Data under study ▸
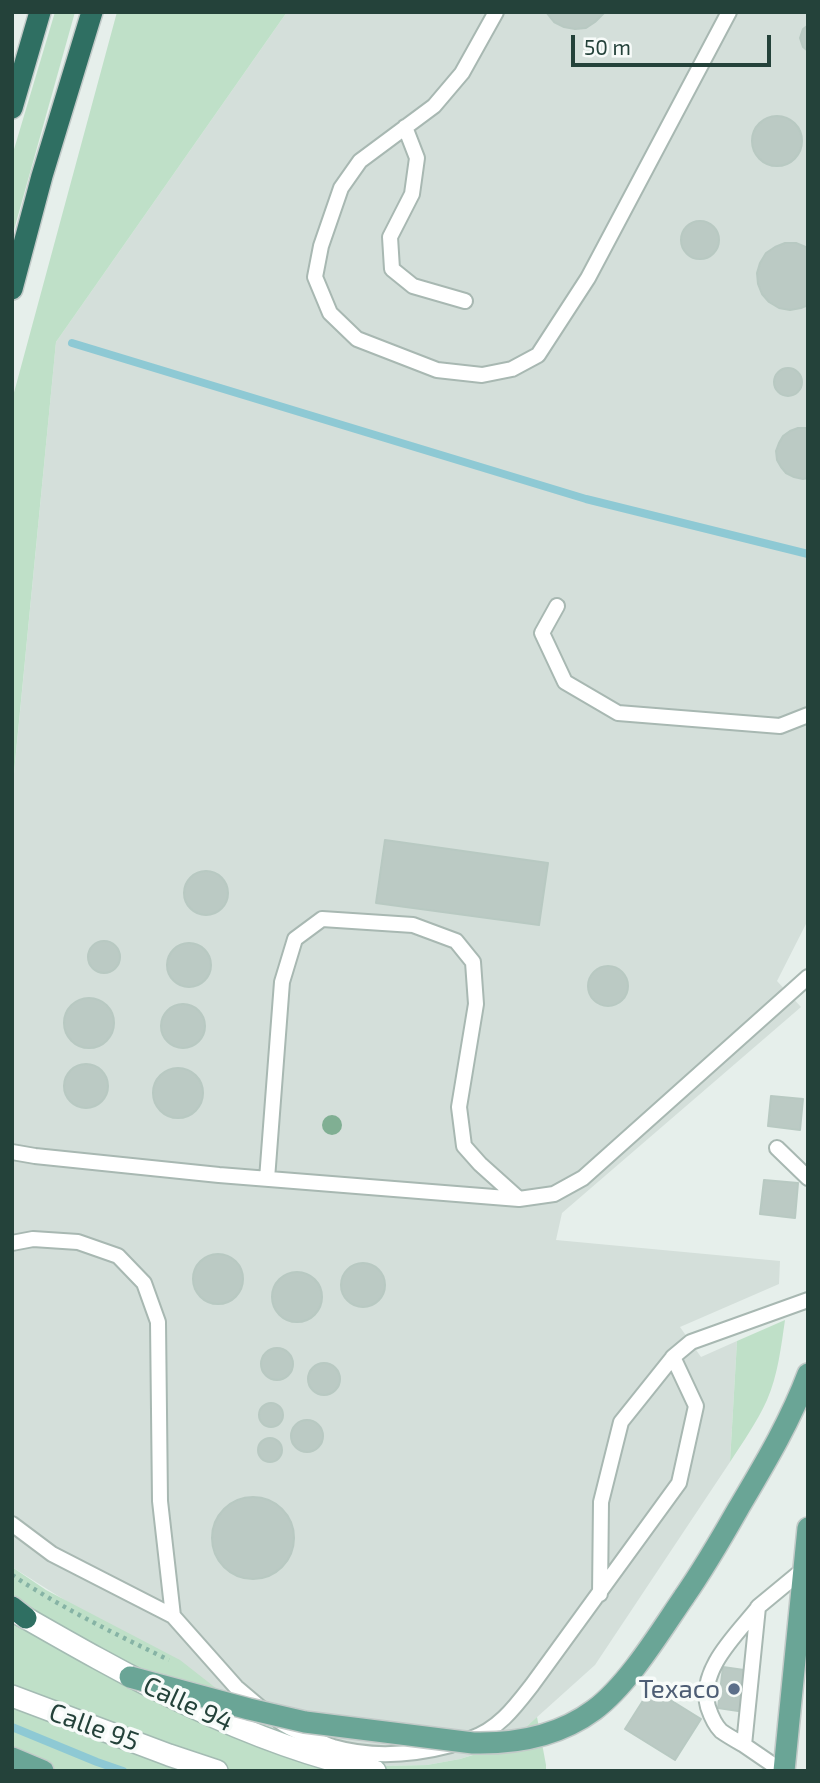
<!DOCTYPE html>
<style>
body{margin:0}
#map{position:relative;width:820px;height:1783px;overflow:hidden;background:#e6efeb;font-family:"Exo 2",sans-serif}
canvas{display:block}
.frame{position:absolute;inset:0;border:14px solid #24423a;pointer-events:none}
.scale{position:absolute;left:571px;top:35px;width:200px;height:32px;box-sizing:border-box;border:4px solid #24423a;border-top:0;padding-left:9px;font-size:21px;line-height:24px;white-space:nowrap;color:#24423a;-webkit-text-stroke:5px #f7fbf9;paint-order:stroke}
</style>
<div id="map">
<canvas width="820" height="1783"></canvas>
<div class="frame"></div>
<div class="scale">50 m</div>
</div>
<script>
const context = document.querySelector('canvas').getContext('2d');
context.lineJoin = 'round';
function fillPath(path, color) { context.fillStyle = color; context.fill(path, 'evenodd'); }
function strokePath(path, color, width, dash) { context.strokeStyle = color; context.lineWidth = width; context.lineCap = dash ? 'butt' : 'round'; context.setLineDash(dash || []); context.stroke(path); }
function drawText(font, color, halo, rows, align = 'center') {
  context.font = font + ' "Exo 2",sans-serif'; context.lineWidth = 7; context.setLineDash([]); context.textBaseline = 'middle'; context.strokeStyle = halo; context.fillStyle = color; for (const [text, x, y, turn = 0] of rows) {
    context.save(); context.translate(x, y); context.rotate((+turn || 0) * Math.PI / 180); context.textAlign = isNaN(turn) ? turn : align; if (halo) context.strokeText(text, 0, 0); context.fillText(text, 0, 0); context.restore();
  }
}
fillPath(new Path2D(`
 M 287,12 L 808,12 L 808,920 L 777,981 L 801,1007 L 562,1213 L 556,1240 L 780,1261 L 779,1284 L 680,1327 L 701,1357 L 737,1341 L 730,1462 L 595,1665 L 516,1736 L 492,1749 L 460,1759 L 427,1765 L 380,1766 L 283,1737 L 12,1567 L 12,794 L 56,342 Z`), '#d4dfda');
fillPath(new Path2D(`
 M 55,12 L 75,12 L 12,237 L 12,156 Z
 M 117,12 L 287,12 L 56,342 L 12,793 L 12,400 Z
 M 785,1320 C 781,1347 778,1375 767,1400 C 757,1422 743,1442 730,1462 L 737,1341 Z
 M 12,1567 L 46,1590 L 180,1660 L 254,1718 L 283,1737 L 380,1766 L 427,1765 L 460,1759 L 492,1749 L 516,1736 L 537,1717 L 546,1765 L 546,1771 L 12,1771 Z`), '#bfe0c8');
strokePath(new Path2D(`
 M 72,343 L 586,499 L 808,554
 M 12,1727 L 97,1762 L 123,1771`), '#8ec9d4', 8);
const building = new Path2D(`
 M 546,12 L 605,12 L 595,22 L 586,28 L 575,29 L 564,27 L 554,22 Z
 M 807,26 L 808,26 L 808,51 L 803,47 L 800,38 L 803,29 Z
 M752 141a25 25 0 1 1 50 0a25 25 0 1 1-50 0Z
 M681 240a19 19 0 1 1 38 0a19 19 0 1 1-38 0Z
 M 785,243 L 796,243 L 808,248 L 808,305 L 801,308 L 790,310 L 779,308 L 769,302 L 762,294 L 758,284 L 757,273 L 760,263 L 766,253 L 775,247 Z
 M774 382a14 14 0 1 1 28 0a14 14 0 1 1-28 0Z
 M 798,428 L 808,428 L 808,478 L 803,479 L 794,477 L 786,473 L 781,467 L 777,460 L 776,451 L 779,443 L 783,436 L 790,431 Z
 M 385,840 L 548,863 L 539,925 L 376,903 Z
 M184 893a22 22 0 1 1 44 0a22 22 0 1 1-44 0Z
 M88 957a16 16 0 1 1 32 0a16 16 0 1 1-32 0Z
 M167 965a22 22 0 1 1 44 0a22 22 0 1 1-44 0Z
 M588 986a20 20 0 1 1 40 0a20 20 0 1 1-40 0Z
 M64 1023a25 25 0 1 1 50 0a25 25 0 1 1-50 0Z
 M161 1026a22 22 0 1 1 44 0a22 22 0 1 1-44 0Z
 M64 1086a22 22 0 1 1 44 0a22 22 0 1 1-44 0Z
 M153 1093a25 25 0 1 1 50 0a25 25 0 1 1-50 0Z
 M 771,1096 L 803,1099 L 800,1130 L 768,1126 Z
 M 764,1180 L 798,1183 L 795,1218 L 760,1214 Z
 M193 1279a25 25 0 1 1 50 0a25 25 0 1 1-50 0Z
 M341 1285a22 22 0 1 1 44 0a22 22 0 1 1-44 0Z
 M272 1297a25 25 0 1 1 50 0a25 25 0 1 1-50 0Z
 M261 1364a16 16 0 1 1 32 0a16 16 0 1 1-32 0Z
 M308 1379a16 16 0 1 1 32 0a16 16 0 1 1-32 0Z
 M259 1415a12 12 0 1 1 24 0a12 12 0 1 1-24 0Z
 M291 1436a16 16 0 1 1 32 0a16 16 0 1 1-32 0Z
 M258 1450a12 12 0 1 1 24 0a12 12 0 1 1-24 0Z
 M212 1538a41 41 0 1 1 82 0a41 41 0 1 1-82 0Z
 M 723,1667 L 751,1671 L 745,1712 L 718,1708 Z
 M 651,1688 L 701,1719 L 675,1760 L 625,1729 Z`);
fillPath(building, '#bbcac4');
strokePath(building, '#b8c9c2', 2);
const lane = new Path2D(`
 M 496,12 L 462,73 L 434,106 L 360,161 L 341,188 L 321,246 L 315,277 L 330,313 L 357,339 L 437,370 L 482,375 L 512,369 L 538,355 L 588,278 L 729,12
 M 405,127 L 417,158 L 412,194 L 390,237 L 392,269 L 413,286 L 465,301
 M 557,606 L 542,633 L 565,682 L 618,713 L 780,726 L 808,715
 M 777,1148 L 808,1178
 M 12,1152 L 35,1156 L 219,1175 L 519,1199 L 554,1194 L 583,1178 L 808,977
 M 267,1179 L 282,982 L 295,939 L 322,919 L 413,925 L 456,941 L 473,962 L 476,1004 L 459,1107 L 464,1146 L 480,1164 L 519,1199
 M 12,1243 L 33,1239 L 78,1242 L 118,1256 L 144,1283 L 158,1322 L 160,1501 L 173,1616
 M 12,1524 L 52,1554 L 173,1616 L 236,1687 L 262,1709
 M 600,1594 L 601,1502 L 621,1422 L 673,1357
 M 279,1721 C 288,1728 298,1732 308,1736 C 316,1740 324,1744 333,1747 C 371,1758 413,1755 451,1745
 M 470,1739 C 498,1730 515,1707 532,1685 L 679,1483 L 696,1406 L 673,1357 L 691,1342 L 808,1300
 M 744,1745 C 737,1741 728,1736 721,1731 C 714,1724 711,1716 708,1707 C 698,1670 736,1635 757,1609
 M 782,1771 L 744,1745 L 758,1607 L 804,1569`);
const secondary = new Path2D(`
 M 12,1610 C 127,1676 244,1743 375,1771
 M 12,1696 L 169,1755 L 217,1771`);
const primary = new Path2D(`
 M 684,1597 C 704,1568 721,1539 738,1509 C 764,1465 790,1422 808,1374
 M 12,1758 L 43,1771
 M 784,1771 L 808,1528`);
const highway = new Path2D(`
 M 12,108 L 40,12
 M 12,289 L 42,176 L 92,12
 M 12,1607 L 26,1618`);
strokePath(lane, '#a8b8b2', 18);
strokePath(secondary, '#a4bbb3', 24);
strokePath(primary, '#c2cac8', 24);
strokePath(highway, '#c2cac8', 24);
strokePath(lane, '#fff', 14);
strokePath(secondary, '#fff', 21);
strokePath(primary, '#6aa596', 21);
strokePath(highway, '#2f6f62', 21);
const primaryBridge = new Path2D(`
 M 130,1677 L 249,1709 L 305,1722 L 473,1743 C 515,1744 559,1736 594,1710 C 628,1685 660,1632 684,1597`);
strokePath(primaryBridge, '#c2cac8', 24, []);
strokePath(new Path2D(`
 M 12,1575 C 62,1608 115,1634 169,1660`), '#86b3a5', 4.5, [3.5, 5]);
strokePath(primaryBridge, '#6aa596', 21);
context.fillStyle = '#80af93';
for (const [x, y] of [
 [332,1125]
]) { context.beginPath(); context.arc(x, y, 10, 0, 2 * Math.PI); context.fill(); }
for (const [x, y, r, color] of [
 [734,1689,7,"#5c6f8a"]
]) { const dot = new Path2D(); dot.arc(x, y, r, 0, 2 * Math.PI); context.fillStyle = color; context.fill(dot); strokePath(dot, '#f7fbf9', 2.5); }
drawText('26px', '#4e5e75', '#f7fbf9', [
 ["Texaco",720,1689]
], 'right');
drawText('26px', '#24423a', '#f7fbf9', [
 ["Calle 94",188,1704,25],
 ["Calle 95",94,1727,20]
]);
</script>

Exercise directions ▸ Could you set down, exactly as written, the lines above between the one holding "M 12,1727 L" and the one holding "M193 1279a25 25 0 1 1 50 0a25 25 0 1 1-50 0Z", inclusive, and nothing more?

Answer area ▸
 M 12,1727 L 97,1762 L 123,1771`), '#8ec9d4', 8);
const building = new Path2D(`
 M 546,12 L 605,12 L 595,22 L 586,28 L 575,29 L 564,27 L 554,22 Z
 M 807,26 L 808,26 L 808,51 L 803,47 L 800,38 L 803,29 Z
 M752 141a25 25 0 1 1 50 0a25 25 0 1 1-50 0Z
 M681 240a19 19 0 1 1 38 0a19 19 0 1 1-38 0Z
 M 785,243 L 796,243 L 808,248 L 808,305 L 801,308 L 790,310 L 779,308 L 769,302 L 762,294 L 758,284 L 757,273 L 760,263 L 766,253 L 775,247 Z
 M774 382a14 14 0 1 1 28 0a14 14 0 1 1-28 0Z
 M 798,428 L 808,428 L 808,478 L 803,479 L 794,477 L 786,473 L 781,467 L 777,460 L 776,451 L 779,443 L 783,436 L 790,431 Z
 M 385,840 L 548,863 L 539,925 L 376,903 Z
 M184 893a22 22 0 1 1 44 0a22 22 0 1 1-44 0Z
 M88 957a16 16 0 1 1 32 0a16 16 0 1 1-32 0Z
 M167 965a22 22 0 1 1 44 0a22 22 0 1 1-44 0Z
 M588 986a20 20 0 1 1 40 0a20 20 0 1 1-40 0Z
 M64 1023a25 25 0 1 1 50 0a25 25 0 1 1-50 0Z
 M161 1026a22 22 0 1 1 44 0a22 22 0 1 1-44 0Z
 M64 1086a22 22 0 1 1 44 0a22 22 0 1 1-44 0Z
 M153 1093a25 25 0 1 1 50 0a25 25 0 1 1-50 0Z
 M 771,1096 L 803,1099 L 800,1130 L 768,1126 Z
 M 764,1180 L 798,1183 L 795,1218 L 760,1214 Z
 M193 1279a25 25 0 1 1 50 0a25 25 0 1 1-50 0Z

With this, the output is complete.